The snowy canvas of winter’s white mountain landscape reflects Britten’s overall philosophy toward life and art: She begins from a “blank” place, steps into the depths and plays.

Britten has always embraced the unexpected, the mystery, the blank canvas waiting to emerge into rich, colorful expression. While many people find comfort in the known — going so far as to fear and imagine the worst in the unknown — it’s actually the unfamiliar that excites Britten. In it, she finds beauty.

“I think that’s one of the things people are drawn to — the unexpected being really beautiful,” she says. “The unknown is sometimes scary, and yet it can be so absolutely thrilling and beautiful with a different perception and with trust and comfort.”

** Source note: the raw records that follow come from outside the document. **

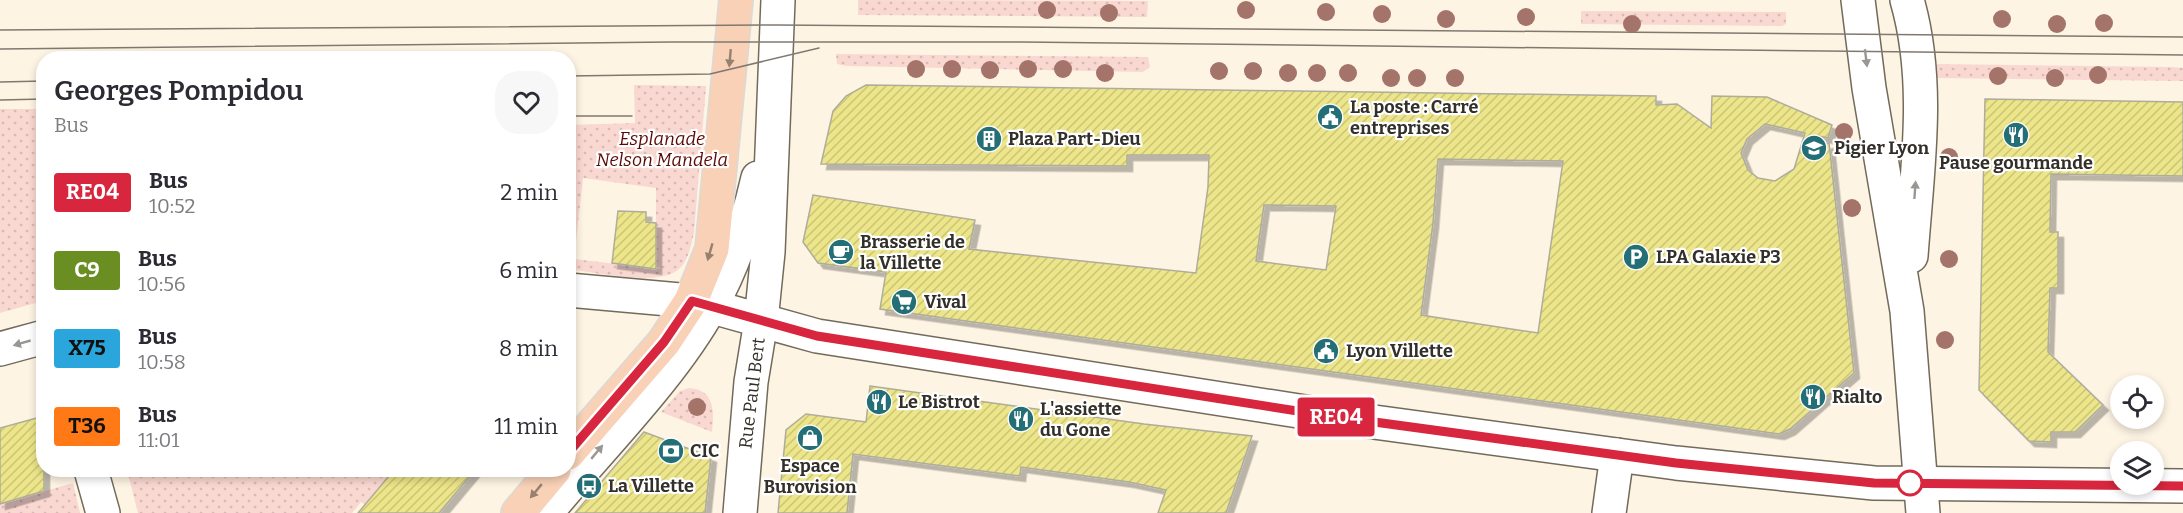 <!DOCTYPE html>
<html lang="en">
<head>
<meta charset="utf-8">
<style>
	:root { --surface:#fff; --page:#f7f7f7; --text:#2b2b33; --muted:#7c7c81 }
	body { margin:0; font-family:Bitter,serif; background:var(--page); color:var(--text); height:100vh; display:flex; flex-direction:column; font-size:22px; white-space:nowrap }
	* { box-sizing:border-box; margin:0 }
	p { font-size:20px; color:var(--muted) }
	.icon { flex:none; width:33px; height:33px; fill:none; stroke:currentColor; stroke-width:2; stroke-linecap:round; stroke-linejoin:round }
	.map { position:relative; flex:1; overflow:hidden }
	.drawer { position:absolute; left:36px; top:51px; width:540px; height:426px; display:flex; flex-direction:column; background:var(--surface); border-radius:24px; box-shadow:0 3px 9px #0003 }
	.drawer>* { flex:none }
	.badge { padding:0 12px; border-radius:4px; font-size:21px; line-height:39px }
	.fabs { position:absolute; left:2110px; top:375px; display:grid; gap:12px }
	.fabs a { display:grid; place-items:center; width:54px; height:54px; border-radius:50%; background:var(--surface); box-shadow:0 3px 9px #0003; font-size:30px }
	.map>.badge { position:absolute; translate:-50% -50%; box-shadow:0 0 0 3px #fff }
	.round { display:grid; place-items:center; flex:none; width:63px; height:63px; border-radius:24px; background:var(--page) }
	.headline { display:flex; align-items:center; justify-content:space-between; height:102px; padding:0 18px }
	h1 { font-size:28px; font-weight:600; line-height:45px }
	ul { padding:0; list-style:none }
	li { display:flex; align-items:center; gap:18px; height:78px; padding:0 18px }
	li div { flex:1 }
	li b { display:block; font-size:22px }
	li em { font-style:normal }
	li .badge { min-width:66px; font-weight:700; text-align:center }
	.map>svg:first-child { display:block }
	.green { fill:url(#green-dots); fill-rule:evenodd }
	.building { fill:url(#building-hatch); stroke:#aead9c; stroke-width:1.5; fill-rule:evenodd; filter:url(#shadow) }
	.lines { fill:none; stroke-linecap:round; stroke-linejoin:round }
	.minor-casing { stroke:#726a5b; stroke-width:36 }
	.major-casing { stroke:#dadad8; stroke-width:36 }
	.minor { stroke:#fff; stroke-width:33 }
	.major { stroke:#f8d1b6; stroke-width:33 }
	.tram { stroke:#807970; stroke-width:1.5 }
	.tree { fill:#a47369 }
	.oneway { fill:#968070 }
	.oneway2 { fill:#999794 }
	.line-casing { stroke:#fff; stroke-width:14 }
	.line { stroke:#d7263d; stroke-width:9 }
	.stop-dot { fill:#fff; stroke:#d7263d; stroke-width:3 }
	.labels { text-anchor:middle; stroke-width:4.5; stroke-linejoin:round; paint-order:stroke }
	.poi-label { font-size:18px; font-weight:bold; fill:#332f29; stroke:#fff; text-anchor:start }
	.park-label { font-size:18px; font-style:italic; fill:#5b0904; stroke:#fff }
	.street-label { font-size:18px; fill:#332f29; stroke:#fff }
</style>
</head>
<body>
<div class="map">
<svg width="2183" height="513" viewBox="0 0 2183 513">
	<defs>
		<pattern id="green-dots" width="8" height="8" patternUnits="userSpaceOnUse" patternTransform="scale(1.5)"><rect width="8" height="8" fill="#fad8d2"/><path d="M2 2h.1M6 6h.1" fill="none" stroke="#d7bab4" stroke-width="1.8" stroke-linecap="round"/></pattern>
		<pattern id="building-hatch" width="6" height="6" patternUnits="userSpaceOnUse" patternTransform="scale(1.5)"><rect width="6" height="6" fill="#ece589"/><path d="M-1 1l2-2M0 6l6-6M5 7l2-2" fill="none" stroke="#cbc576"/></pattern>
		<filter id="shadow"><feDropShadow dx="5.5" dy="5.5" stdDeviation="0" flood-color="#0004"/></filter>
	</defs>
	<rect width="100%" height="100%" fill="#fef4e4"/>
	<g class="green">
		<polygon points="858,0 1148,1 1147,17 858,15"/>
		<polygon points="1581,11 1786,12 1786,24 1782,26 1581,24"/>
		<polygon points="836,54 1148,57 1150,67 1143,72 847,66 837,64"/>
		<polygon points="1938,64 2172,67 2183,68 2183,81 1935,78 1935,66"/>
		<path d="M634,85L706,86L694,233C691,245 689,259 680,268C661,288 595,272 569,269V125L635,123ZM583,178L656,188V267H660V269L574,259Z"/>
		<polygon points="0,109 44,109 43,301 0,313"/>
		<path d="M689,388C715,390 714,411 712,432L661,412L680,391Z"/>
		<polygon points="127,470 394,470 365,505 361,502 352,513 138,513"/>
		<polygon points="73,483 80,513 0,513 0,504"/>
	</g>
	<g class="building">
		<path d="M866,85L1656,96V105L1677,104L1711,128L1712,96L1767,97L1832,125L1828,138L1819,136L1824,144L1829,143L1854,373L1790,429L1779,434L880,309L886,272L818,263L803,242L813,195L975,220L969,249L1196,273L1208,187L1209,155H1127V166L821,164L833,111L846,96ZM1765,124L1805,133L1794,169L1775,181L1758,178L1748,170L1741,153L1747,139ZM1438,159L1563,161L1538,333L1421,315L1433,223ZM1264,205L1336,206L1326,270L1256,261Z"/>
		<polygon points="1985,99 2183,102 2183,176 2051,174 2050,232 2058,232 2058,288 2050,288 2048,352 2103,405 2075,432 2051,432 2051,442 2029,441 1979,390"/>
		<polygon points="618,211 646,212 646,222 656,223 656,269 612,263"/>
		<polygon points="870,386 1144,424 1252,436 1226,513 1158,513 1166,490 1129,482 1021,467 1020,476 853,454 847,513 778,513 786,430 806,414 866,422"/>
		<polygon points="44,416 44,491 0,504 0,428"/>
		<polygon points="644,432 711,457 705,513 575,513"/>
		<polygon points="394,470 475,470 439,513 358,513"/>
	</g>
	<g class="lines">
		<g class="minor-casing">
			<g id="minor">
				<polyline points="1858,0 1869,88 1907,311 1923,513"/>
				<path d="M1907,0C1931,83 1917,171 1911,256"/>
				<polyline points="568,290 691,301 817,336 1337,417 1676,463 1874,483 2183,486"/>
				<polyline points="0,349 44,337"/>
				<polyline points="91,470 103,513"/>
				<path d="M546,513C599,449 671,378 711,306C733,266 748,222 758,178"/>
				<polyline points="740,513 751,382 761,321 768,252 778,0"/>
				<polyline points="1609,513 1617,455"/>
			</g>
		</g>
		<g class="major-casing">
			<g id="major">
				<polyline points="568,453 664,342 691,301 712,249 736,0"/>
				<polyline points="518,513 554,470"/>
			</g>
		</g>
		<use href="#minor" class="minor"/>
		<use href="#major" class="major"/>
		<g class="tram">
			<polyline points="0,30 778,25 2183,37"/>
			<polyline points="0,49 671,42 1022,42 2183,55"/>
			<polyline points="188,52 214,58"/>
			<polyline points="568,76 710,74 819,48"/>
			<polyline points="0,82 44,81"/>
			<polyline points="0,100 44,99"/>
			<polyline points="568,116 632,116"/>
		</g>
	</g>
	<g class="tree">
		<circle cx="1047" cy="10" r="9"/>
		<circle cx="1246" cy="10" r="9"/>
		<circle cx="1326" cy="12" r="9"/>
		<circle cx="1109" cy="13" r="9"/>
		<circle cx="1382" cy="14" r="9"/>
		<circle cx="1526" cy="17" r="9"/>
		<circle cx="1446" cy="19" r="9"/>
		<circle cx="2002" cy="19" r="9"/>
		<circle cx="2104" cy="23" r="9"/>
		<circle cx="1632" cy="24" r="9"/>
		<circle cx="2057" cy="24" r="9"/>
		<circle cx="916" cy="69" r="9"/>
		<circle cx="952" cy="69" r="9"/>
		<circle cx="1028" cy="69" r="9"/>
		<circle cx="1063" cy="69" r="9"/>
		<circle cx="990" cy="70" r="9"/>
		<circle cx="1219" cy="71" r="9"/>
		<circle cx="1253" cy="71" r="9"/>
		<circle cx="1105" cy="73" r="9"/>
		<circle cx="1288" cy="73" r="9"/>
		<circle cx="1317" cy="73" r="9"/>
		<circle cx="1348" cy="73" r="9"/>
		<circle cx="2098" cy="75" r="9"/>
		<circle cx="1998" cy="76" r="9"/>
		<circle cx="1391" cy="78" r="9"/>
		<circle cx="1417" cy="78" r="9"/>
		<circle cx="1455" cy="78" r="9"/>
		<circle cx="2055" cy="78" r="9"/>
		<circle cx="1844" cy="132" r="9"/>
		<circle cx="1949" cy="157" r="9"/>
		<circle cx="1852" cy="208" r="9"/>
		<circle cx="1949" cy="259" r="9"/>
		<circle cx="1945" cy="340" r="9"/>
		<circle cx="697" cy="407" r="9"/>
	</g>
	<defs><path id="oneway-solid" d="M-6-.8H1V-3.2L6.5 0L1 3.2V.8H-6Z" transform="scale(1.5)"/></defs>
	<g class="oneway">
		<use href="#oneway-solid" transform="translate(730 58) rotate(95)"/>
		<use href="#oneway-solid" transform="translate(710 252) rotate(106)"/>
		<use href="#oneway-solid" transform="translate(536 491) rotate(130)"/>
	</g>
	<g class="oneway2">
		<use href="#oneway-solid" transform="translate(1866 58) rotate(83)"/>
		<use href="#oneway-solid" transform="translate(1915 190) rotate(-86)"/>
		<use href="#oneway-solid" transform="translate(22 343) rotate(164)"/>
		<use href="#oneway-solid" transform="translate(597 452) rotate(-50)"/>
	</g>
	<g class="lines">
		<g class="line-casing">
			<polyline id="line" points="568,453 664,342 692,301 817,336 1323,415 1676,463 1874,483 2183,486"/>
		</g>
		<use href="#line" class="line"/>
	</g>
	<defs>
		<g id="civic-disc" transform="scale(1.35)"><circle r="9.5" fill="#246e76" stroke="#fff"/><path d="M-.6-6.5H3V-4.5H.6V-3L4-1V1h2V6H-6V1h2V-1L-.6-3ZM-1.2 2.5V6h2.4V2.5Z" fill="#fff"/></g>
		<g id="restaurant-disc" transform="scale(1.35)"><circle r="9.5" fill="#246e76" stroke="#fff"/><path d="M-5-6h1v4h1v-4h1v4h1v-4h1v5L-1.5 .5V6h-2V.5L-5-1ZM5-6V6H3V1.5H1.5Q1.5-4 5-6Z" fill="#fff"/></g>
		<g id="building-disc" transform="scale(1.35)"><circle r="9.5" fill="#246e76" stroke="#fff"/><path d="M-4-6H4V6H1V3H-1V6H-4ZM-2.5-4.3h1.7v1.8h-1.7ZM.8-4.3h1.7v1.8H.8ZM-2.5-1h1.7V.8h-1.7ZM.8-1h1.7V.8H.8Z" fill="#fff"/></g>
		<g id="university-disc" transform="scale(1.35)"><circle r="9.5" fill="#246e76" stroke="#fff"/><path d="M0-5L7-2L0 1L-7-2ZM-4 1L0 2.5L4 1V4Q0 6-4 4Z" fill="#fff"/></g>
		<g id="cafe-disc" transform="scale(1.35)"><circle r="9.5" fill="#246e76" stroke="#fff"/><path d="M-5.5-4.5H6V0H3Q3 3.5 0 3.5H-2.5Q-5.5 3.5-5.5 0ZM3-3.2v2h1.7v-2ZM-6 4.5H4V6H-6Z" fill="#fff"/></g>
		<g id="parking-disc" transform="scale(1.35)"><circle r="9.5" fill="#246e76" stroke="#fff"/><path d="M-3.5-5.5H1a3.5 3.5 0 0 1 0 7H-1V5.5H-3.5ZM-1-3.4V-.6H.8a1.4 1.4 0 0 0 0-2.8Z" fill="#fff"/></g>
		<g id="supermarket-disc" transform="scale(1.35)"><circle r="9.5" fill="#246e76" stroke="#fff"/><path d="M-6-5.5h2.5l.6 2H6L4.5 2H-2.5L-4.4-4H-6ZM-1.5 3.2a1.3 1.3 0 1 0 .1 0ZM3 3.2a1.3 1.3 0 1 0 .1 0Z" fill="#fff"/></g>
		<g id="shop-disc" transform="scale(1.35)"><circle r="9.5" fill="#246e76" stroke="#fff"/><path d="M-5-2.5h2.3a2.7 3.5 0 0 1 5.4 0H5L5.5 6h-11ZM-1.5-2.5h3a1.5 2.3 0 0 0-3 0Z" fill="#fff"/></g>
		<g id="bank-disc" transform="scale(1.35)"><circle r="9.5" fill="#246e76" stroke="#fff"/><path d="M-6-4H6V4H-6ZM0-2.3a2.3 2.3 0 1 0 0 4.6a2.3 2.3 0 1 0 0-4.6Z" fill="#fff"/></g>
		<g id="bus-disc" transform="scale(1.35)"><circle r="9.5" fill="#246e76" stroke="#fff"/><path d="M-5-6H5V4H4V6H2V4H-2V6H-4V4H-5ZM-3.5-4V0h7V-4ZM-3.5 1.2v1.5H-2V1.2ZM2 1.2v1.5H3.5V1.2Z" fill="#fff"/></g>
	</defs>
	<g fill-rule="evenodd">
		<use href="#civic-disc" x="1330" y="117"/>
		<use href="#restaurant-disc" x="2016" y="135"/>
		<use href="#building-disc" x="989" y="139"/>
		<use href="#university-disc" x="1814" y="148"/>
		<use href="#cafe-disc" x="841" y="252"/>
		<use href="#parking-disc" x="1636" y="257"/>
		<use href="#supermarket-disc" x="904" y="302"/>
		<use href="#civic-disc" x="1326" y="351"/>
		<use href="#restaurant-disc" x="1813" y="397"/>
		<use href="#restaurant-disc" x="879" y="402"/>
		<use href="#restaurant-disc" x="1021" y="419"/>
		<use href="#shop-disc" x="810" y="438"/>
		<use href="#bank-disc" x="671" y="451"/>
		<use href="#bus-disc" x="589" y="486"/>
	</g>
	<circle class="stop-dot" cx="1910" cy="483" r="12"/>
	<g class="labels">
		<g class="poi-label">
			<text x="1350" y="113">La poste : Carré<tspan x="1350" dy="21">entreprises</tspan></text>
			<text x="1008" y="145">Plaza Part-Dieu</text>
			<text x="1834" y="154">Pigier Lyon</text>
			<text x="2016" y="169" text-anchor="middle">Pause gourmande</text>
			<text x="860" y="248">Brasserie de<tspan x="860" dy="21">la Villette</tspan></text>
			<text x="1656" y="263">LPA Galaxie P3</text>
			<text x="924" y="308">Vival</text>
			<text x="1346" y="357">Lyon Villette</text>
			<text x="1832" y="403">Rialto</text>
			<text x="898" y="408">Le Bistrot</text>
			<text x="1040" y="415">L'assiette<tspan x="1040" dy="21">du Gone</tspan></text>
			<text x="690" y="457">CIC</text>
			<text x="810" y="472" text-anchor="middle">Espace<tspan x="810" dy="21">Burovision</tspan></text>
			<text x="608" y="492">La Villette</text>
		</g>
		<g class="park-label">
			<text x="662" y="145">Esplanade<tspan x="662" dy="21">Nelson Mandela</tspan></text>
		</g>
		<g class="street-label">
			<text transform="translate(752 393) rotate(-83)" y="6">Rue Paul Bert</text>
		</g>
	</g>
</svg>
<div class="fabs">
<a><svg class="icon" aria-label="locate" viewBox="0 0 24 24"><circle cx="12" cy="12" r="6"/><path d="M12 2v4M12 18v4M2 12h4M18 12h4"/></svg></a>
<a><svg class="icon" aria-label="layers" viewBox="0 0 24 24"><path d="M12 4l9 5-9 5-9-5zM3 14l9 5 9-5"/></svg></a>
</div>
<b class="badge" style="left:1336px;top:417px;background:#d7263d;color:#fff">RE04</b>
<section class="drawer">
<div class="headline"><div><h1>Georges Pompidou</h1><p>Bus</p></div><a class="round"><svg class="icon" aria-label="heart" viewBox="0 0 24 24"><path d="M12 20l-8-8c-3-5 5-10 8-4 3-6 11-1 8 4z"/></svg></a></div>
<ul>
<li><span class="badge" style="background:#d7263d;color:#fff">RE04</span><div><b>Bus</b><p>10:52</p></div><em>2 min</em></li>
<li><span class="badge" style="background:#6b8e23;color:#fff">C9</span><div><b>Bus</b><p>10:56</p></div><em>6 min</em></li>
<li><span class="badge" style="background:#2aa6dd;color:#111">X75</span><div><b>Bus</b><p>10:58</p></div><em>8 min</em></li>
<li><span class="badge" style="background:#ff7917;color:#111">T36</span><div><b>Bus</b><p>11:01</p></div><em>11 min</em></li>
</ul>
</section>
</div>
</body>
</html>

“All I see is beauty, and that’s what I feel when I paint,” she says. “The more time (people) spend with (my paintings), there’s an evolution in perception that maybe it’s OK not to know exactly what it is. Maybe it’s OK just to feel it, because there’s something I can relate to in it.”

Lately, Britten has been embracing the unexpected even more, exploring new tools (like a kitchen spatula), new positions (throwing paint on canvases lying on the floor) and literally new colors.

“I’ve created colors I’ve never seen before by happy accident,” she says.

Her ability to trust her technical training, her intuition and her authentic being has led to an even greater excitement toward her art. As a result, she titled her winter show at C. Anthony Gallery “Extravaganza.”

“Fun is evident in my color choices and attitude toward this winter,” she says. “The more I play and the more I let go, the more free I am and the more I trust the process. The more I trust the process, the better my art is.”

Part of Britten’s exuberance this season stems from being named TedX Vail’s artist in residence for 2017. It’s an opportunity for her to talk about how beauty relates to humanity and how she’s inspired by the infinity of beauty. But, rather than simply sharing her love for viewing the world through an intentionally rose-colored-glass perception, she’ll employ math and science to explain how beauty’s natural manifestation connects humans with the infinite through the Golden Ratio, the Fibonacci Sequence and irrational numbers.

The science behind beauty explains why we gasp at a sunset, or a piece of art, and how doing so aligns us with our essence.

And that relationship, be it in Britten’s luminous abstractions or nature’s perfect order, has everything to do with opening the heart, more and more, to beauty.

“Extravaganza,” Britten’s winter show at C. Anthony Gallery, is December 29-31.